The space constraints involved in Eq. (4) are necessary. The important aspect of the region growing method is to transform an inverse problem into a forward problem by searching for the local optimum solution under two constraints. The growing scheme is by nature tied with a space constraint (condition 2) to ensure that there are no isolated source points. However, the TR method, which was used in [21–23] and [34], had nothing to do with space constraint, and it may be unreasonable. The FEM can convert a discrete result into a continuous result through interpolation, and any point in an element is interpolated by the elemental nodes. If there is an isolated source node, there is no way to identify how to deal with the points surrounding it.

The optimization model (4) is reasonable. The reconstructed source of hp-FEM, as shown in Figs. 9(c), 14(c) and 19(d), was unreasonable because the reconstructed maximum energy value was more than ten-times greater than the minimum value. An organ may comprise certain stem organs. However, the stem organs should not be significantly different in terms of the reconstructed energy value. This unreasonableness was not present in the optimization model (4) because the source density was constrained with a uniform distribution.
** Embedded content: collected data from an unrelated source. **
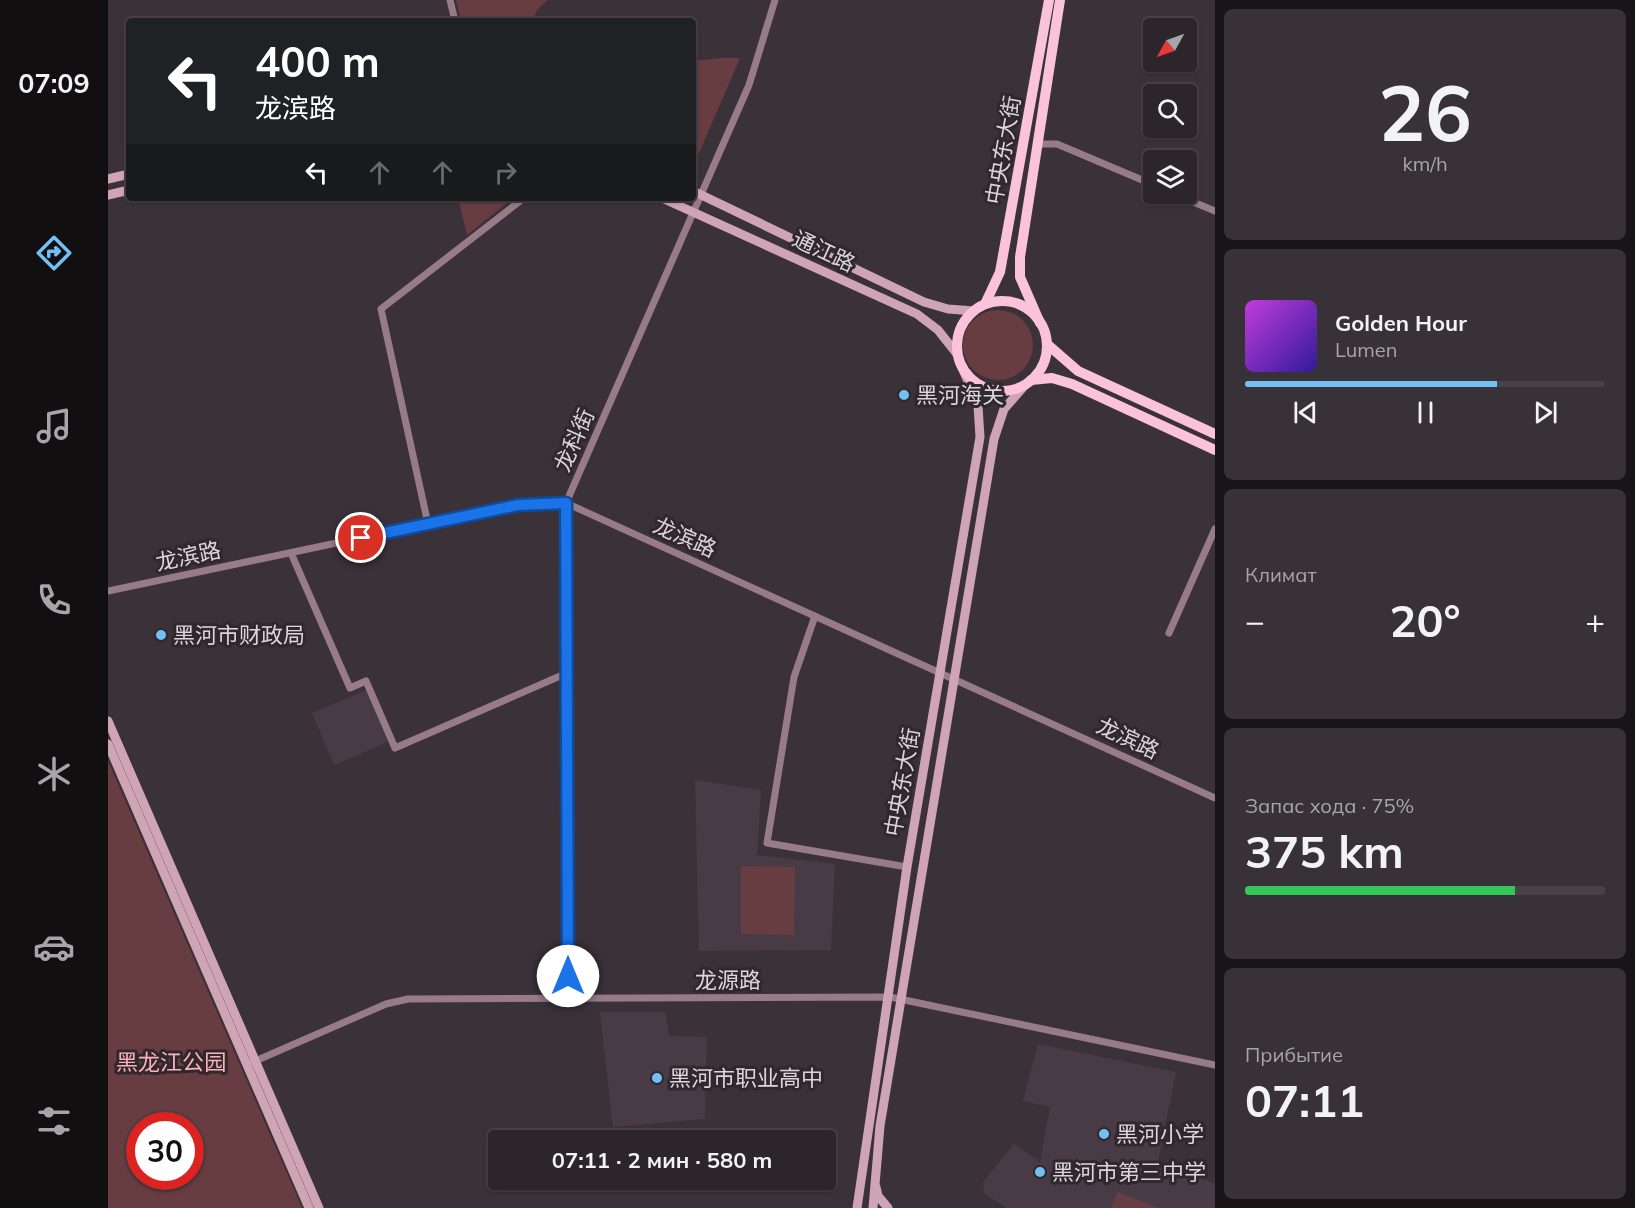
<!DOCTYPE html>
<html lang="ru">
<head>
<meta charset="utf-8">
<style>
	body { margin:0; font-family:Mulish,"Noto Sans SC",sans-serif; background:#383137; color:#f1f3f6; height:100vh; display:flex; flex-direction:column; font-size:22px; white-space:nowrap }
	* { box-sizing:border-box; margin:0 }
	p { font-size:20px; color:#a6a5a9 }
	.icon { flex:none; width:33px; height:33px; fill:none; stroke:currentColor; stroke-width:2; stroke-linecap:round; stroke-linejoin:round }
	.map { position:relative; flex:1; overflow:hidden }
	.details { display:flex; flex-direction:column; gap:9px; padding:9px; background:#181418; width:420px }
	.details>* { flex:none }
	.top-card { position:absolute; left:18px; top:18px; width:570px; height:183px; border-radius:6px; box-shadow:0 2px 4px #0004,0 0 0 2px #484247; background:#202124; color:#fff; overflow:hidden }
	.needle { width:39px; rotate:230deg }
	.buttons { position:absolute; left:1035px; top:18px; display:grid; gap:12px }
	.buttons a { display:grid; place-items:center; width:54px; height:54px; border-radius:6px; background:#2c252b; box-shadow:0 2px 4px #0004,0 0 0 2px #484247; font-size:30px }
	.speed { position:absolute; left:18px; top:1112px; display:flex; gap:12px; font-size:30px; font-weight:700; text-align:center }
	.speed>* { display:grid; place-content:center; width:78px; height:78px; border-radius:50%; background:#2c252b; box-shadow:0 2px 4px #0004,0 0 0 2px #484247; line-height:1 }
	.speed .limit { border:9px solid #d22; background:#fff; color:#111 }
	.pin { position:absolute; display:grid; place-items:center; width:51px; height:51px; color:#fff; margin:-26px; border:3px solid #fff; border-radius:50%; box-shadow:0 2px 6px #0007 }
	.me { position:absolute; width:66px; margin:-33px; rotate:0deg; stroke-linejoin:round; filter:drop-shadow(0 0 4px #0008) }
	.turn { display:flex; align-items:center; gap:21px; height:126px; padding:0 30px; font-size:27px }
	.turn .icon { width:78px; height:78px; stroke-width:2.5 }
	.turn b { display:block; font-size:42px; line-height:51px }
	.lanes { display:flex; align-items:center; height:57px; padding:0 30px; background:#0003; justify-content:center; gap:30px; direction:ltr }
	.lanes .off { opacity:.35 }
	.big { font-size:45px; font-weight:700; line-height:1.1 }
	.details .card { flex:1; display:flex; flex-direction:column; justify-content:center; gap:9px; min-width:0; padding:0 21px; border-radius:9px; background:#383137 }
	.details .dial { align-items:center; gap:0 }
	.dial b { font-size:78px; line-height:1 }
	.song { display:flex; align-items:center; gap:18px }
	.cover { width:72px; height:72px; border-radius:9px; background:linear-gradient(135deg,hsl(290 70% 55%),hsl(250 70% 35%)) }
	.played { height:6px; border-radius:3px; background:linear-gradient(90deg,#72c1f5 70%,#484247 70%) }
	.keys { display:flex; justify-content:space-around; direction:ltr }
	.heat { display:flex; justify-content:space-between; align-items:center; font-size:33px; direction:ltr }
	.charge { height:9px; border-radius:4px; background:linear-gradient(90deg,#34c759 75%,#484247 0) }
	.trip { position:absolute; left:380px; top:1130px; width:348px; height:60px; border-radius:6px; background:#2c252b; box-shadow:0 2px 4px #0004,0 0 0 2px #484247; font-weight:700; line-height:60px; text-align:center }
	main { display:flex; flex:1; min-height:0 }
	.tab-bar { display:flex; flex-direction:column; width:108px; justify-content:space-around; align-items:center; background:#120f11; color:#a6a5a9 }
	.tab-bar .icon { width:42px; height:42px }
	.tab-bar .current { color:#72c1f5 }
	.tab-bar b { font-size:27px; color:#f1f3f6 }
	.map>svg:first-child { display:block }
	.built { fill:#493b46 }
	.green { fill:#683d42; fill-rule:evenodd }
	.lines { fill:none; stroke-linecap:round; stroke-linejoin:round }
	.street { stroke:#977c87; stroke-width:7 }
	.secondary { stroke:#cfa4b5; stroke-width:9 }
	.primary { stroke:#fac3d9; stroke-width:10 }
	.route-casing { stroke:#114b97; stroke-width:15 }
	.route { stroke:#1a73e8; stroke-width:10 }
	.poi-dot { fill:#72c1f5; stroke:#30282e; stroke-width:2 }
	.labels { text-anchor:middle; stroke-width:6; stroke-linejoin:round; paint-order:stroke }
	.street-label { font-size:22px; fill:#dcd6db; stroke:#30282e }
	.poi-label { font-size:22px; fill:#dcd6db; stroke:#30282e; text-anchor:start }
	.park-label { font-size:22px; fill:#fcb1b9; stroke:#30282e }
</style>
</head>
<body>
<main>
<nav class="tab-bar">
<b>07:09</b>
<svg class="icon current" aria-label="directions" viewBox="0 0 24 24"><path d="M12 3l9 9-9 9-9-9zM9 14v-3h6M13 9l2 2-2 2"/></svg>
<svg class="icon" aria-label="music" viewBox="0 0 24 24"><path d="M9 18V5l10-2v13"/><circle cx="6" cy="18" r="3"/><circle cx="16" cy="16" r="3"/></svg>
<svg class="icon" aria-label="phone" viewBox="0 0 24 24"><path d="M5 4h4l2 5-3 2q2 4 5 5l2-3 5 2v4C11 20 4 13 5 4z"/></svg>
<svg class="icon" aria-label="climate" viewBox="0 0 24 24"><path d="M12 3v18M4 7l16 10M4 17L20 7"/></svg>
<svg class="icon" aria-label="car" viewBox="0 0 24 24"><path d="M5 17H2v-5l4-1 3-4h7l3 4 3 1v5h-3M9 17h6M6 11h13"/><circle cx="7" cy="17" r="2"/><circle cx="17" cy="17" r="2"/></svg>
<svg class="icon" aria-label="filters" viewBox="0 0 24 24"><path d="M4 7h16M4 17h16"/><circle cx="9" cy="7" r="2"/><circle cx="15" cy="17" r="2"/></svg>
</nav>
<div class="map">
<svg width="1107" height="1208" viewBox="0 0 1107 1208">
	<rect width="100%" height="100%" fill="#3b3139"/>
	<g class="built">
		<path d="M259,690L280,742L226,765L204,713Z"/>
		<path d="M587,780L653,790L649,855L727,864L723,950L591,951Z"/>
		<path d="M492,1012H557L561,1036L599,1037L597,1119L505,1127Z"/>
		<path d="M930,1044L1068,1072L1049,1166L1107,1183V1208H898L876,1193L875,1182L906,1144L932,1162L942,1107L915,1101Z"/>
	</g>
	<g class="green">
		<path d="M348,0H439L429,10L425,21H353Z"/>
		<path d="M613,58H632L585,167V61Z"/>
		<path d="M350,198H405L359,235Z"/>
		<circle cx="890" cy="345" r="35"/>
		<path d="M0,761L194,1208H0ZM32,1125H82V1176H32Z"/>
		<path d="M633,866L687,867L686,935L633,934Z"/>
		<path d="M1010,1192L1050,1208H1003Z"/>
	</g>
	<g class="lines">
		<g class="street">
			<path d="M342,0L347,21"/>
			<path d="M930,144H949L1046,185"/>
			<path d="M1066,194L1107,211"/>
			<path d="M320,524L273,309L416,198"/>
			<path d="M183,553L242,688L258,681L287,748L459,673"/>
			<path d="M0,591L409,505L458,503L1107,798"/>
			<path d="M707,616L686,677L659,843L799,867"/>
			<path d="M1061,633L1107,529"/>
			<path d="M461,999L458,503L641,85L667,0"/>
			<path d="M145,1062L278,1004L300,999L782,997L1107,1065"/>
		</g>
		<g class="secondary">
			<path d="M0,179L21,174"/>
			<path d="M585,191L816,302L840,309L866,311"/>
			<path d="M0,195L21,190"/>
			<path d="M554,198L809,314L830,330L849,354"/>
			<path d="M0,721L211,1208"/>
			<path d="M0,744L201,1208"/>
			<path d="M768,1187L770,1196L780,1208"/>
			<path d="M749,1208L799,867L872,437L870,406L854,367"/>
			<path d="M765,1208L772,1126L886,439L896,409L918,384"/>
		</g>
		<g class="primary">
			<circle cx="894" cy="346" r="45"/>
			<path d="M877,304L892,272L941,0"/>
			<path d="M932,323L912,277V257L952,0"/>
			<path d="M939,344L970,371L1107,434"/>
			<path d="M923,380L944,378L964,384L1107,450"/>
		</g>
	</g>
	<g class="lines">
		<defs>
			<path id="route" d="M253,538L410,505L458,503L460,976"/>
		</defs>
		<use href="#route" class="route-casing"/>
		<use href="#route" class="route"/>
	</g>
	<g class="poi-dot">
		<circle cx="796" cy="395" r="6"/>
		<circle cx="53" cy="635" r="6"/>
		<circle cx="549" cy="1078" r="6"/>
		<circle cx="996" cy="1134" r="6"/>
		<circle cx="932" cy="1172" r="6"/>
	</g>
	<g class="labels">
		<g class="street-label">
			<text transform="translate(895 150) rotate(-80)" y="8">中央东大街</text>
			<text transform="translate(716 251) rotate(25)" y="8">通江路</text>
			<text transform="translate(466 440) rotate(-66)" y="8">龙科街</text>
			<text transform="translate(577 537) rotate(24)" y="8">龙滨路</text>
			<text transform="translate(80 556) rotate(-12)" y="8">龙滨路</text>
			<text transform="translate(1020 738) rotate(25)" y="8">龙滨路</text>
			<text transform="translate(794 782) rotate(-80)" y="8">中央东大街</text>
			<text x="620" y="988">龙源路</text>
		</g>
		<g class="poi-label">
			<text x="808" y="403">黑河海关</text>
			<text x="65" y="643">黑河市财政局</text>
			<text x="561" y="1086">黑河市职业高中</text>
			<text x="1008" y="1142">黑河小学</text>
			<text x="944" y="1180">黑河市第三中学</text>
		</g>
		<g class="park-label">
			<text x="63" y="1070">黑龙江公园</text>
		</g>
	</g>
</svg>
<div class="buttons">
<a><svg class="needle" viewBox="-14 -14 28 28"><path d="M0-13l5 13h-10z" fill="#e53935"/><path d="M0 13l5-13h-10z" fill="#a6a5a9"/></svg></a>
<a><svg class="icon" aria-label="search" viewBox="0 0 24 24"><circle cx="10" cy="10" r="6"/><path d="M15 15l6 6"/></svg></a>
<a><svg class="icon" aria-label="layers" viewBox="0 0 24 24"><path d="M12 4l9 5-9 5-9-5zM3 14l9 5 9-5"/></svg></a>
</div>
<div class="speed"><div class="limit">30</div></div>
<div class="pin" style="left:253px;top:538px;background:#d93025"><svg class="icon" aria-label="arrive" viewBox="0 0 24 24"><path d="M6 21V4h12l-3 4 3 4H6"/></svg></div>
<svg class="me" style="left:460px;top:976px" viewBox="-20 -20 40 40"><circle r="19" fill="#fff"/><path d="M0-13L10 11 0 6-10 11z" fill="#1a73e8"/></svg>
<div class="trip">07:11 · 2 мин · 580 m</div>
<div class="top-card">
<div class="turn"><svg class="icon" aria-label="left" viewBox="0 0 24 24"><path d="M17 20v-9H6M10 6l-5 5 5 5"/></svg><div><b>400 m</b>龙滨路</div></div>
<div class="lanes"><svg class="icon" aria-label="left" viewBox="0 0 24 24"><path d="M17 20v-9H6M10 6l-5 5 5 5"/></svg><svg class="icon off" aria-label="ahead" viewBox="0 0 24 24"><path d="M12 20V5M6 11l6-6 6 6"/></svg><svg class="icon off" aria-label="ahead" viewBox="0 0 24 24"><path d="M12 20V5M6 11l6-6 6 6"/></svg><svg class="icon off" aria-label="right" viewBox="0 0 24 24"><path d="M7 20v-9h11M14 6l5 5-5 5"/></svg></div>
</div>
</div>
<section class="details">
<div class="card dial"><b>26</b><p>km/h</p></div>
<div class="card">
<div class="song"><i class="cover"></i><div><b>Golden Hour</b><p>Lumen</p></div></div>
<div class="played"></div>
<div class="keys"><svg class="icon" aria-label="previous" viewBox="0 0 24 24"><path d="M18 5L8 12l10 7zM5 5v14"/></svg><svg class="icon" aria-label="pause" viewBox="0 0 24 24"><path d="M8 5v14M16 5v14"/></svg><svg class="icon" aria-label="next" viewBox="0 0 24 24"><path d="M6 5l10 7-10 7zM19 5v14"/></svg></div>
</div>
<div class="card"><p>Климат</p>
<div class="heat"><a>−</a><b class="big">20°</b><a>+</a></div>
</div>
<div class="card"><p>Запас хода · 75%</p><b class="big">375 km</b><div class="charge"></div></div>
<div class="card"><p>Прибытие</p><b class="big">07:11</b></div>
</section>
</main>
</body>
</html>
It should be pointed out that the region growing method suffers from several limitations in terms of solving the optimization. Some new techniques are expected to be designed to solve the optimization directly. Because a growth begins with one element and the results cannot be extended to another isolated region topologically, the method is unable to deal with multiple sources directly. When the method deals with multiple targets, this shortcoming can be partially overcome using two steps. First, divide an entire body region into multiple sub-regions so that each sub-region contains only one source. Second, implement the method repeatedly for each sub-region. As another shortcoming, the method does not reconstruct the source density or APDD, because the $c$ value of the assumed uniform photon density is usually unknown. Fortunately, quantitative detection generally focuses on detecting the position of the tumor, and the source location is more important than the source intensity for source reconstruction.

For the reconstruction efficiency, the computation of the proposed method mainly depends on source positioning and region growing. If the fineness of the mesh is doubled, the computation of the region growing would be doubled too. However, the computational cost of our method could be reduced after ignoring invalid growth since the sources delivering large conformance errors were rejected, e.g., the computational time of the region growing was reduced from 43.7 min to 6.5 min in the reconstruction of the thyroid after using the ‘continue’ statement in the program. In detail, the technique prevented elements, which delivered conformance errors of greater than 0.5, to be seed elements. Therefore, the subsequent growth process was reduced. This implies that our method may be more efficient than hp-FEM after necessary program optimization.

In this paper, we proposed an optimization using two constraints to model the CLT inverse problem. We also developed a probabilistic assessment method for CLT reconstruction that was able to determine with probability whether an organ node was a source node. The reconstruction results were more reasonable because our method took into account homogeneous uptakes for homogeneous organs. Comparative experimental results demonstrated that our method was able to achieve a robust, accurate, and reasonable result.